[Record excerpts Boundary: Start]

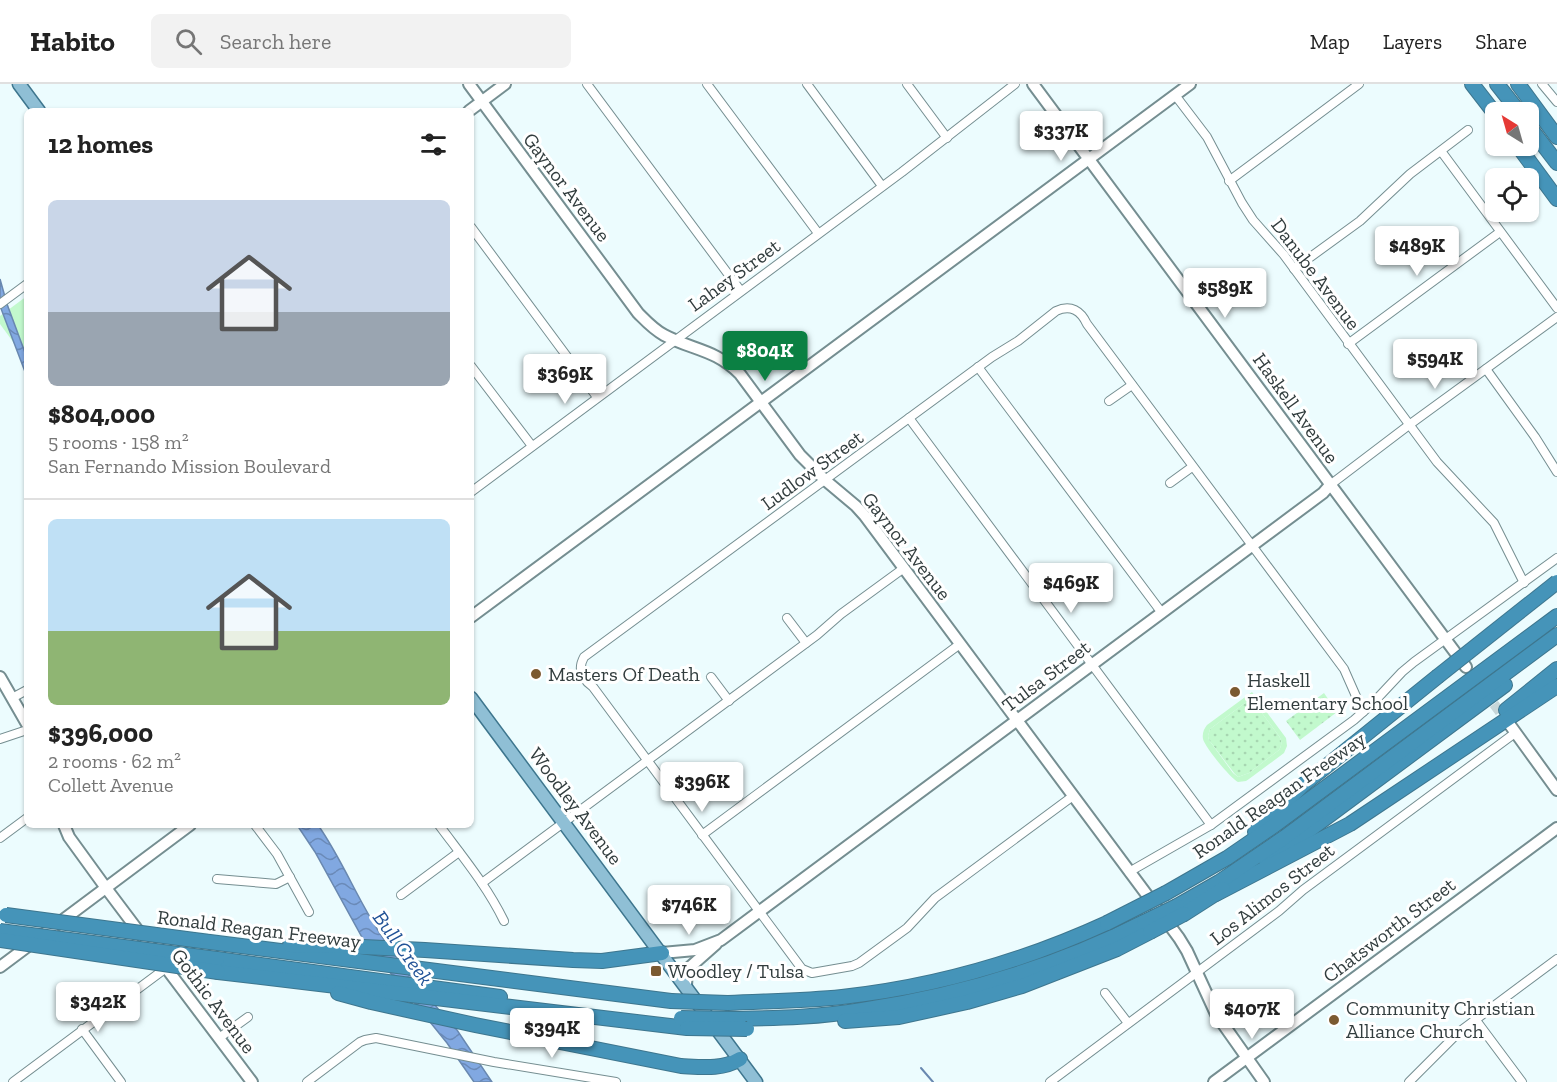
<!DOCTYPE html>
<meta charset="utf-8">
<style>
:root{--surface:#fff;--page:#f2f2f2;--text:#222;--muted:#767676;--line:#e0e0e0;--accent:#0b8043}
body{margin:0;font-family:"Zilla Slab",serif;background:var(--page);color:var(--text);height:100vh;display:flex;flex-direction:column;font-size:22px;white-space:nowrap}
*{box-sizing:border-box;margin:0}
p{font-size:20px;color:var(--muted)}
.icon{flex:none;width:33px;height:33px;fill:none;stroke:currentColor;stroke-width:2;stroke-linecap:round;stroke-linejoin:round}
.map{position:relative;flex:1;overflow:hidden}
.details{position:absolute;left:24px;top:24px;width:450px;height:720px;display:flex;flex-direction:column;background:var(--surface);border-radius:9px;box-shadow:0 2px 4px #0004}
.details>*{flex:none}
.needle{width:39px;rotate:323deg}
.fabs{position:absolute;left:1485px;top:18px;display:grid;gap:12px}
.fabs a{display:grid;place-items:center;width:54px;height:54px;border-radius:9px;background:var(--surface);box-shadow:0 2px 4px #0004;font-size:30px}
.price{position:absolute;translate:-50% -51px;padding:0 14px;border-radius:6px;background:#fff;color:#222;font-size:20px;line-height:39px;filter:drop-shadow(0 2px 3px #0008)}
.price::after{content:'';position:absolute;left:50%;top:36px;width:18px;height:14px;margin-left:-9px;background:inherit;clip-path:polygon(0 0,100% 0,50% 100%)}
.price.selected{background:var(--accent);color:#fff}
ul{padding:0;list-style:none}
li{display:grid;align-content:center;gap:12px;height:318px;padding:0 24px}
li+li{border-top:2px solid var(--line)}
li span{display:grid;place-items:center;height:186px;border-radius:9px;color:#555}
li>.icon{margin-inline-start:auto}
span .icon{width:108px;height:108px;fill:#fffc;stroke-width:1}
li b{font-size:26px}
h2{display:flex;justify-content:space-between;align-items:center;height:72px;padding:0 24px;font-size:26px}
header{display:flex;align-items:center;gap:36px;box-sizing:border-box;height:84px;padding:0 30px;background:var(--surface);border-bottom:2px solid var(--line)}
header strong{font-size:28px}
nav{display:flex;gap:33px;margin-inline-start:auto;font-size:21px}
.search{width:420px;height:54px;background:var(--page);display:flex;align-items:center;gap:15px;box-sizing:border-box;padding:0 21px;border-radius:9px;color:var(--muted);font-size:22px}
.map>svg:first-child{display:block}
.grass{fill:url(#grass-dots)}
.pitch{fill:#c2f9cd;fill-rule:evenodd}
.water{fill:url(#water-waves);stroke:#6988b0;stroke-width:1.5}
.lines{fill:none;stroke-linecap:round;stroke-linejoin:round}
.stream{stroke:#6988b0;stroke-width:2}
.secondary-tunnel{stroke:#c7d6d8;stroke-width:10;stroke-dasharray:10 5;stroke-linecap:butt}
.street-casing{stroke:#758e91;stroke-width:10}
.secondary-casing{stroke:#758e91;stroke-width:14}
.primary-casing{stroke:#3e768e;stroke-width:15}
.highway-casing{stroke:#3e768e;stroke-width:16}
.street{stroke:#fff;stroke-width:8}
.secondary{stroke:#fff;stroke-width:10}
.primary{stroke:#8fbfd5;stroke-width:12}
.highway{stroke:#4594b9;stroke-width:14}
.highway-bridge-casing{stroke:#3e768e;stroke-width:16;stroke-linecap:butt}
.highway-bridge{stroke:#4594b9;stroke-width:14}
.poi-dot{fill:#7b5a31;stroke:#fff;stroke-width:2}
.labels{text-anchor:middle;stroke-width:6;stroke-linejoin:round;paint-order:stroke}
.street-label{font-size:20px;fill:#323d3e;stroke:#fff}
.poi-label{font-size:20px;fill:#323d3e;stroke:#fff;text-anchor:start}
.water-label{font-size:21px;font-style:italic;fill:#235397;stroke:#fff}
</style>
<header>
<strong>Habito</strong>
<div class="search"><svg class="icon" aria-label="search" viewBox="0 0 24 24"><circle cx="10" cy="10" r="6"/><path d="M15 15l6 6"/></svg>Search here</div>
<nav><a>Map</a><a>Layers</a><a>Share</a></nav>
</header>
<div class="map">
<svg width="1557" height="998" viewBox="0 0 1557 998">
<defs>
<pattern id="grass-dots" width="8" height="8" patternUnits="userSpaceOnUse" patternTransform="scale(1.5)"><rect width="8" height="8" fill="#c2f9cd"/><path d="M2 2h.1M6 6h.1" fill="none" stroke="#a7d6b1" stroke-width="1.8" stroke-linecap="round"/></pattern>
<pattern id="water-waves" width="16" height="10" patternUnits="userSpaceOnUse" patternTransform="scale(1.5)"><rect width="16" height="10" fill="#81a8e1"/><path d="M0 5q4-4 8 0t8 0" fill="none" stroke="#6a8ab8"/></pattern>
</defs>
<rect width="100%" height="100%" fill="#ecfcfe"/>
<g class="grass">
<path d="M1324,609L1337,628L1300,656L1286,637Z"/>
<path d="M1251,618L1256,621L1279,652C1282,657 1282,661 1279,666L1249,689L1238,693L1234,689L1209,656L1208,652L1210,645L1245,619Z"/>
</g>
<g class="pitch">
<path d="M27,212V277L0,240V232Z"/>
<path d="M1252,608L1255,612L1253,614L1260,619L1286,654L1287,662L1284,669L1249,695L1246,697L1238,698C1230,694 1205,663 1203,655C1202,649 1204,645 1207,641ZM1251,618L1256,621L1279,652C1282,657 1282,661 1279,666L1249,689L1238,693L1233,689L1209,656L1208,652L1210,645L1245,619Z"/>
</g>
<g class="water">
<path d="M0,195L7,220L27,274V293L0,222Z"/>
<path d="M297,741H318C344,778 359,820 385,857C405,886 429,913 451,941L457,946L492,998H474L447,959L363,855L315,768Z"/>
</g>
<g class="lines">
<path class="stream" d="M921,984L933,998"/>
<path class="secondary-tunnel" d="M1485,608L1508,639"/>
<defs>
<g id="street">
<path d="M587,0L740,206"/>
<path d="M707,0L818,149"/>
<path d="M807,0L882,102"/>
<path d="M907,0L947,54"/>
<path d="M1542,0L1557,18"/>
<path d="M1175,11L1207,53L1242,119L1253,136L1284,171L1437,378L1494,439L1524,499"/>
<path d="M1441,67L1557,224"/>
<path d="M1229,97L1359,0"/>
<path d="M471,143L597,313"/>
<path d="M1294,185L1360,137L1410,90L1468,46"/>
<path d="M0,220L27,200"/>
<path d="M1348,260L1500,148"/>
<path d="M471,282L532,362"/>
<path d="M978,283L1162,529"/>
<path d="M1486,285L1535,353L1557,388"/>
<path d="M1109,317L1132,301"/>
<path d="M909,334L1211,741"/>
<path d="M1170,399L1192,383"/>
<path d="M1330,401L1409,341L1557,233"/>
<path d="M471,408L902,88L1015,0"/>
<path d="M787,534L806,559"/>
<path d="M711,593L729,617"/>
<path d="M12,614L27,606"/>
<path d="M0,655L27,646"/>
<path d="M1073,712L935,814L907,844L859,879L852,882L812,889L802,885L593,603C582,595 577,586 584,573L992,273L1018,257L1056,227C1071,220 1081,227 1087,240L1344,585L1363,628"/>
<path d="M255,741L277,770L309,828"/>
<path d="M439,741C462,772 487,802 504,837"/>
<path d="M702,751L960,560"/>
<path d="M0,754L27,734"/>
<path d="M1129,788L1211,741L1354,636L1372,620L1402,588L1414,578L1557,474"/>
<path d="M217,795L276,800L290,793"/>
<path d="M482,799L817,551L841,530L904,484"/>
<path d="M401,811L459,768"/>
<path d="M1105,909L1128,939"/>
<path d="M1475,935L1522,998"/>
<path d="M82,945L121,998"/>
<path d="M219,954L248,933"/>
<path d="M13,998L166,884"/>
<path d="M307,998L360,958L365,956L376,954L494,978L616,998"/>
<path d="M1050,998L1279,827L1303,806L1515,649"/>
<path d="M1409,998L1459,948L1557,875"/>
</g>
<g id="secondary">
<path d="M469,0L638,229C646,237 653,245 664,251C692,266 715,265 740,290L800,371L825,396L856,422L865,432L1179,854L1187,867L1216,930L1264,998"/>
<path d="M1033,0L1466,583"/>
<path d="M469,27L505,0"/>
<path d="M471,533L1190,0"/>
<path d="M0,593L27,640"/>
<path d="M1510,641L1557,706"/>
<path d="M64,741L69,753L106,804L252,998"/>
<path d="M662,869L695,866L721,856L1323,409L1330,401"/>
<path d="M0,883L190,741"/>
<path d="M686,901L687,888L690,883L716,860"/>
<path d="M1214,998L1557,744"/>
</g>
<g id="primary">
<path d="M19,0L39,27"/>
<path d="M471,614L756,998"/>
</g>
<g id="highway">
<path d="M1472,0L1496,31"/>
<path d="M1497,0L1519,28"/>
<path d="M1518,0L1557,53"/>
<path d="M1528,41L1557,79"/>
<path d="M1518,62L1557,115"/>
<path d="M1506,626L1557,585"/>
<path d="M1255,748L1303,701L1437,593"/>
<path d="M1266,776L1288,762L1505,601"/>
<path d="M1166,809L1227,774L1275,741L1557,532"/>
<path d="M1216,810L1350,740L1557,602"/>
<path d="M1177,822L1219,798L1285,753L1557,551"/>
<path d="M1184,830L1223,805"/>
<path d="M194,856L671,917"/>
<path d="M290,861L343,862L425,866L573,876L602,877L662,869"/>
<path d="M217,875L500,913"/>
<path d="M218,888L687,944"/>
<path d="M338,909L371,918L475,941L681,982C701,983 722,986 740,975"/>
<path d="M728,919C766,917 804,917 842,913C933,903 1024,877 1107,839"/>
<path d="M739,935C780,934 821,933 862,926C960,911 1055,883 1144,838"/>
<path d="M845,937L899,933L967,918L1022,902L1117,865L1150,848"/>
</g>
</defs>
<use href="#street" class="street-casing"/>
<use href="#secondary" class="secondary-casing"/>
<use href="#primary" class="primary-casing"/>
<use href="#highway" class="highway-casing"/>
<use href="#street" class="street"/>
<use href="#secondary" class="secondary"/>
<use href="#primary" class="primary"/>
<use href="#highway" class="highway"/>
<defs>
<g id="highway-bridge">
<path d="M1437,593L1557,498"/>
<path d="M6,831L194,856"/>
<path d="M1144,838L1177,822"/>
<path d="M1107,839L1166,809"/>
<path d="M0,847L217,875"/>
<path d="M1150,848L1184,830"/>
<path d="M0,856L218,888"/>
<path d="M671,917L728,919"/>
<path d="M681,934L739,935"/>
<path d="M687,944L747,945"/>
</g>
</defs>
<use href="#highway-bridge" class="highway-bridge-casing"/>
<use href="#highway-bridge" class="highway-bridge"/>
</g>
<g class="poi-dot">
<circle cx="536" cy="590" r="6"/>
<circle cx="1235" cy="608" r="6"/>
<rect x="650" y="881" width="12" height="12" rx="3"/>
<circle cx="1334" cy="936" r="6"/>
</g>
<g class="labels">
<g class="street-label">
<text transform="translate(567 103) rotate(53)" y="7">Gaynor Avenue</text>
<text transform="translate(1316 190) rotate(53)" y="7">Danube Avenue</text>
<text transform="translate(734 191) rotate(-36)" y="7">Lahey Street</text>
<text transform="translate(1296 324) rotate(54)" y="7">Haskell Avenue</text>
<text transform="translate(812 386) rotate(-36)" y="7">Ludlow Street</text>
<text transform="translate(907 462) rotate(52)" y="7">Gaynor Avenue</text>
<text transform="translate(1046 592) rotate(-37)" y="7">Tulsa Street</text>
<text transform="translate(1279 711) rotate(-35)" y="7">Ronald Reagan Freeway</text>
<text transform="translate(576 722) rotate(53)" y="7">Woodley Avenue</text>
<text transform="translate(1272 810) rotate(-38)" y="7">Los Alimos Street</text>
<text transform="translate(259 845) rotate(7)" y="7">Ronald Reagan Freeway</text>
<text transform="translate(1389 846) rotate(-37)" y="7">Chatsworth Street</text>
<text transform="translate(214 917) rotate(53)" y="7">Gothic Avenue</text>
</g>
<g class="poi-label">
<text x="548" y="597">Masters Of Death</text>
<text x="1247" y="603">Haskell<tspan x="1247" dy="23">Elementary School</tspan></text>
<text x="668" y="894">Woodley / Tulsa</text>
<text x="1346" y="931">Community Christian<tspan x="1346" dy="23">Alliance Church</tspan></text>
</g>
<g class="water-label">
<text transform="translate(403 864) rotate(54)" y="7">Bull Creek</text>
</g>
</g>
</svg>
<div class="fabs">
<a><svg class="needle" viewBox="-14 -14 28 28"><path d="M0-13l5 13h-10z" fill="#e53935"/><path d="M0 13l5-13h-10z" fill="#767676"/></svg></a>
<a><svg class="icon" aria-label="locate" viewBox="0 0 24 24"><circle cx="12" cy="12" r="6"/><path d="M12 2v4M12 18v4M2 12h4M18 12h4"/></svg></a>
</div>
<b class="price" style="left:1061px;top:78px">$337K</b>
<b class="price" style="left:1417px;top:193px">$489K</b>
<b class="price" style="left:1225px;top:235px">$589K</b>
<b class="price selected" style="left:765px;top:298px">$804K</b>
<b class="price" style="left:1435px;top:306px">$594K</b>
<b class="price" style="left:565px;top:321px">$369K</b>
<b class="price" style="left:1071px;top:530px">$469K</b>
<b class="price" style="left:702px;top:729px">$396K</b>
<b class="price" style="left:689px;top:852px">$746K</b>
<b class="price" style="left:98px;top:949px">$342K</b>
<b class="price" style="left:1252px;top:956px">$407K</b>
<b class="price" style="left:552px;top:975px">$394K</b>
<section class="details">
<h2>12 homes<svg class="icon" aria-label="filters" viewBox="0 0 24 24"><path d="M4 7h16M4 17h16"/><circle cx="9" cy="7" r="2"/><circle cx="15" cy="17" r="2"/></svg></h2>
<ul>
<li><span style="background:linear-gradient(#c9d6e8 60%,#9aa5b1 0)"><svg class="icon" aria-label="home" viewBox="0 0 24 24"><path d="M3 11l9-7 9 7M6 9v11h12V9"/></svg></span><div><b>$804,000</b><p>5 rooms · 158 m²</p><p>San Fernando Mission Boulevard</p></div></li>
<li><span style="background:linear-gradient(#bfe0f5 60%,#8fb573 0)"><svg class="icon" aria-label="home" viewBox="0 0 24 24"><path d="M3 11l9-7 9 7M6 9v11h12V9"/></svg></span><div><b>$396,000</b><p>2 rooms · 62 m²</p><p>Collett Avenue</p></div></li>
</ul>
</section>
</div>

[Record excerpts Boundary: End]

For each line above that has the word "shadow", add one to a tally, and report the final tally alone.

3